> Saved data entries:
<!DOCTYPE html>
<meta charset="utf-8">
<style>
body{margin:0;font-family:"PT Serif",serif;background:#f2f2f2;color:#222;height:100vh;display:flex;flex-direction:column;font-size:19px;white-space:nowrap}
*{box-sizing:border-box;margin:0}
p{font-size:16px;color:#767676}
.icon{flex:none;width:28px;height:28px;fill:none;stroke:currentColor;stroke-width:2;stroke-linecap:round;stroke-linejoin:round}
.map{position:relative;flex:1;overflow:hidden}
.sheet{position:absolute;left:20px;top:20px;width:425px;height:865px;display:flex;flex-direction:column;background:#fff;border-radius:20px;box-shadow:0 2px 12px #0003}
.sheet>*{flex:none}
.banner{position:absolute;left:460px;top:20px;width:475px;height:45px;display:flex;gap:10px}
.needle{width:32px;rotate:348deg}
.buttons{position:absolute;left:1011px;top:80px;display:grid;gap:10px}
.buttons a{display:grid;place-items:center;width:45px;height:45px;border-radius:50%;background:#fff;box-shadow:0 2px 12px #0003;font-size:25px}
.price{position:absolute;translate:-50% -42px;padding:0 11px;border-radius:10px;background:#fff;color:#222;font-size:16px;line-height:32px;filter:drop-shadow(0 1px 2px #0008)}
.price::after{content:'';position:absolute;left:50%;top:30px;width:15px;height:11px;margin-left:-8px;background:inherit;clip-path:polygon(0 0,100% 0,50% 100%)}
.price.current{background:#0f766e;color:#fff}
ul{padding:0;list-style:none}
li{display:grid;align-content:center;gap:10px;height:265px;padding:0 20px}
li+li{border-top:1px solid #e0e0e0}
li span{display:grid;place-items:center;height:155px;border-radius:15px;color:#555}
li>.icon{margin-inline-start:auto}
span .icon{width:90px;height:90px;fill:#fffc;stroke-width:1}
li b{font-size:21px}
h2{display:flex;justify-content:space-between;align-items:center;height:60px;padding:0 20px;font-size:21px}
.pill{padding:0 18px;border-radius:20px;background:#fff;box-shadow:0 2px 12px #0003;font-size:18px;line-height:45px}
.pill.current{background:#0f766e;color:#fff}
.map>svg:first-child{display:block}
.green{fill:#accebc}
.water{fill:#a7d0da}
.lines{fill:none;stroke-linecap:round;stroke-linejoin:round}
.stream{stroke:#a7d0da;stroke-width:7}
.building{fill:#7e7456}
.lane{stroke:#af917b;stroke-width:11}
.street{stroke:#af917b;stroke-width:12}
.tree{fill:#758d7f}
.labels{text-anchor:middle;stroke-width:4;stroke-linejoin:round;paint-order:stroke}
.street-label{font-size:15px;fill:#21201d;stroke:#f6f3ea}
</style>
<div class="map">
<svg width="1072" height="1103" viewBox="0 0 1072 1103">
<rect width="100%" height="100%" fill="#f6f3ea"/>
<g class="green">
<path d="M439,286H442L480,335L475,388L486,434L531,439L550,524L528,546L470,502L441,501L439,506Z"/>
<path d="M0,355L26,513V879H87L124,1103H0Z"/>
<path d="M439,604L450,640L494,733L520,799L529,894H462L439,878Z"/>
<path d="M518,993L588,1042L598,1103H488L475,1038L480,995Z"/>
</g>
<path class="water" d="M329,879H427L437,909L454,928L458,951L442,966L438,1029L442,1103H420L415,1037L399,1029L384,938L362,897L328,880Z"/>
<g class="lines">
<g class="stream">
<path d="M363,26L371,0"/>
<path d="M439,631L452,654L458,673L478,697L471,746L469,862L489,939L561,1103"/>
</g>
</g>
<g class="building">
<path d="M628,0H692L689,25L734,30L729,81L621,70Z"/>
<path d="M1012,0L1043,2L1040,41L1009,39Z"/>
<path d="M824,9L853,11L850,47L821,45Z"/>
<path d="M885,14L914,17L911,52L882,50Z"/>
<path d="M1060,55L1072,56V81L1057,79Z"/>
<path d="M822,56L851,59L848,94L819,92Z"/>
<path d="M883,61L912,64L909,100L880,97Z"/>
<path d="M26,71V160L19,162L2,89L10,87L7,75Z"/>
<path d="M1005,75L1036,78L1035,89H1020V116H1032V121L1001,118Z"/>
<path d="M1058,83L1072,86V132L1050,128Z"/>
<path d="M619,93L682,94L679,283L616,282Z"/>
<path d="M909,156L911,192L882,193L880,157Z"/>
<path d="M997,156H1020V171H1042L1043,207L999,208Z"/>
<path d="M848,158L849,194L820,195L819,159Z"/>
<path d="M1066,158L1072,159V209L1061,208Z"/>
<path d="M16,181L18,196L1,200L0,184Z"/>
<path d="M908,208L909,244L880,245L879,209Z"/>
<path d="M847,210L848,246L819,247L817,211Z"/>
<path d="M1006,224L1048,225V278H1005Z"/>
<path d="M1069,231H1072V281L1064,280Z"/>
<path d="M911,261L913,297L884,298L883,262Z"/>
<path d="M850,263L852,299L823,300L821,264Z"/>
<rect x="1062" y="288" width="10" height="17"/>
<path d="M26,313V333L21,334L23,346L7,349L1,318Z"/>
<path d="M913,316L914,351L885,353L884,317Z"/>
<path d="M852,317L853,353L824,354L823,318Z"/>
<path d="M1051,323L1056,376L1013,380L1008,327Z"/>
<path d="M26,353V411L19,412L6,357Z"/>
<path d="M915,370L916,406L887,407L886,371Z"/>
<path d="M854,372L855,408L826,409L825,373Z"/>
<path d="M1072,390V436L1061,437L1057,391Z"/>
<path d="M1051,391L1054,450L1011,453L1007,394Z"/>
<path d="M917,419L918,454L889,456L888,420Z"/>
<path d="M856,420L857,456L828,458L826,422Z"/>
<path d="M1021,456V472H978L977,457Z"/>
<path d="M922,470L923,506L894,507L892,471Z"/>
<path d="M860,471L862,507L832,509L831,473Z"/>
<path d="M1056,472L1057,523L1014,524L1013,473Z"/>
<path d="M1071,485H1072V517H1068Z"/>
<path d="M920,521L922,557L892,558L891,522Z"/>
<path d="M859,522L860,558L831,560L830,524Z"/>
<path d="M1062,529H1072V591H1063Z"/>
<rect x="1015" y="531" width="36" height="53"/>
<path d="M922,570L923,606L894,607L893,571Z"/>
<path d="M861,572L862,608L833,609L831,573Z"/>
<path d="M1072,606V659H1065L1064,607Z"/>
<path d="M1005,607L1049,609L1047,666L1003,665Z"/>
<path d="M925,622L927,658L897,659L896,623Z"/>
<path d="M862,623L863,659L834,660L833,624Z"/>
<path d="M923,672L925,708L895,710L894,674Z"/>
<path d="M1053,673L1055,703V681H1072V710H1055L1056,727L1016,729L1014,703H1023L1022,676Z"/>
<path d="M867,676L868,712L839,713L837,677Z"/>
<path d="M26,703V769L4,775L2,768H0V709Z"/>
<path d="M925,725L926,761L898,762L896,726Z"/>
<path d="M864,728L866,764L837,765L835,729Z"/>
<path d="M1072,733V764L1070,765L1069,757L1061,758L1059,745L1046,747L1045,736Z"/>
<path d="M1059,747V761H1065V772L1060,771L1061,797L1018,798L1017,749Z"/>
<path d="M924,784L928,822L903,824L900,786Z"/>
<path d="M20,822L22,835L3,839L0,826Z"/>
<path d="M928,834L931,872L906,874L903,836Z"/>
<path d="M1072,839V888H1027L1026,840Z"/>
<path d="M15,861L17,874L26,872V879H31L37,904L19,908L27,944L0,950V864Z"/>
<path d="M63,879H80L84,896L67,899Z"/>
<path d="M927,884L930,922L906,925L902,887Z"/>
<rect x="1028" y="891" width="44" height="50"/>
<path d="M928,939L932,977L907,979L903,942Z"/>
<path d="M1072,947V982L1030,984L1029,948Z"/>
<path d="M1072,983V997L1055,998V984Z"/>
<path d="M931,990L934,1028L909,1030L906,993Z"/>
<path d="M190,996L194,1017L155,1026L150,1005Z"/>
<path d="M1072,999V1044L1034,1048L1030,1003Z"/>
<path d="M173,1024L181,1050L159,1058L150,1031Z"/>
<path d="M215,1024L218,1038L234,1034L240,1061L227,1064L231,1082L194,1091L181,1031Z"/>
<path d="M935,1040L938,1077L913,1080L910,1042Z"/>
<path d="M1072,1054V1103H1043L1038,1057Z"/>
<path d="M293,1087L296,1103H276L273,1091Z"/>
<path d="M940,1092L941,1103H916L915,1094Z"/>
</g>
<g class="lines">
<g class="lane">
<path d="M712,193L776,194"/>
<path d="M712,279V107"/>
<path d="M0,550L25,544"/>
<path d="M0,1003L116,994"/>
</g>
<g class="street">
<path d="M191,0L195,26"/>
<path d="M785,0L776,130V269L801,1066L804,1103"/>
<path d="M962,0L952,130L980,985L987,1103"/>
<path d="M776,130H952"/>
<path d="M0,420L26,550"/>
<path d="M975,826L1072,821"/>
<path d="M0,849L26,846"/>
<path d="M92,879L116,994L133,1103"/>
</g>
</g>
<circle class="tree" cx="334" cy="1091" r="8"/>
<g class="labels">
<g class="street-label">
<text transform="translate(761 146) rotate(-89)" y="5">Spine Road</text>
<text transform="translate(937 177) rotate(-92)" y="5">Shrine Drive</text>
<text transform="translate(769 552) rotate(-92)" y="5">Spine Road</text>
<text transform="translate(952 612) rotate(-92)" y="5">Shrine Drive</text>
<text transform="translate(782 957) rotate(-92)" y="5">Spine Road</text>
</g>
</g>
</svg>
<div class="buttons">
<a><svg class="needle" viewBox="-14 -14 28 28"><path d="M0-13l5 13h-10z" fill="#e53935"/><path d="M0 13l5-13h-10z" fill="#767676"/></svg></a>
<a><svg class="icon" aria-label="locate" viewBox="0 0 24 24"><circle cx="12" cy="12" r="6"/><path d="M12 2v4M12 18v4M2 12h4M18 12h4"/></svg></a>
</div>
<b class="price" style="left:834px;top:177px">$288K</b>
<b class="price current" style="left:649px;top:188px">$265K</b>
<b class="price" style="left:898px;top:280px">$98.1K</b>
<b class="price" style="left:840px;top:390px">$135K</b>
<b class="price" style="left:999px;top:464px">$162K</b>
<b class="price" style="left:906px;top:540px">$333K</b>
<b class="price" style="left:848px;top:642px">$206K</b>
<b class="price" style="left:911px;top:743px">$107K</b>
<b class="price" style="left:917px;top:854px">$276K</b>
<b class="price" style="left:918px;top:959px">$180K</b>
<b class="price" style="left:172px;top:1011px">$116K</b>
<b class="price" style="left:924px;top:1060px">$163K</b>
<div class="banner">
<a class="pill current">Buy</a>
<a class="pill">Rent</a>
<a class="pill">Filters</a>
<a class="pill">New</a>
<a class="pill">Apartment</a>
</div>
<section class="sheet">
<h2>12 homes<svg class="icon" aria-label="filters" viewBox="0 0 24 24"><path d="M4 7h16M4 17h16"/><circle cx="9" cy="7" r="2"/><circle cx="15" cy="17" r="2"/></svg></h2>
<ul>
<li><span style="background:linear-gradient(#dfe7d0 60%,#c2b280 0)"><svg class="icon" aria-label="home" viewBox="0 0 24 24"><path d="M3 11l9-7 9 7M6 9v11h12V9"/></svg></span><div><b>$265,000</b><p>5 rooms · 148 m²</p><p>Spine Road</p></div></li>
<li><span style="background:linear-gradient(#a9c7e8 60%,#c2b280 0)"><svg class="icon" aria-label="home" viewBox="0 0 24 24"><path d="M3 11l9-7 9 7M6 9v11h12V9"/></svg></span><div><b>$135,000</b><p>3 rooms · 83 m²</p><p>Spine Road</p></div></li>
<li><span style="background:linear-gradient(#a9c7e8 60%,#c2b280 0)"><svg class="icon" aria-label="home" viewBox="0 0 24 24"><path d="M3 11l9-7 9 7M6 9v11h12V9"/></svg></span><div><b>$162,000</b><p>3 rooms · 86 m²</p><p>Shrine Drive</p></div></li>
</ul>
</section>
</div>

> Directions for this task:
All lines with the word "items" are needed; pull them from the entries and copy each.

> Result:
.buttons a{display:grid;place-items:center;width:45px;height:45px;border-radius:50%;background:#fff;box-shadow:0 2px 12px #0003;font-size:25px}
li span{display:grid;place-items:center;height:155px;border-radius:15px;color:#555}
h2{display:flex;justify-content:space-between;align-items:center;height:60px;padding:0 20px;font-size:21px}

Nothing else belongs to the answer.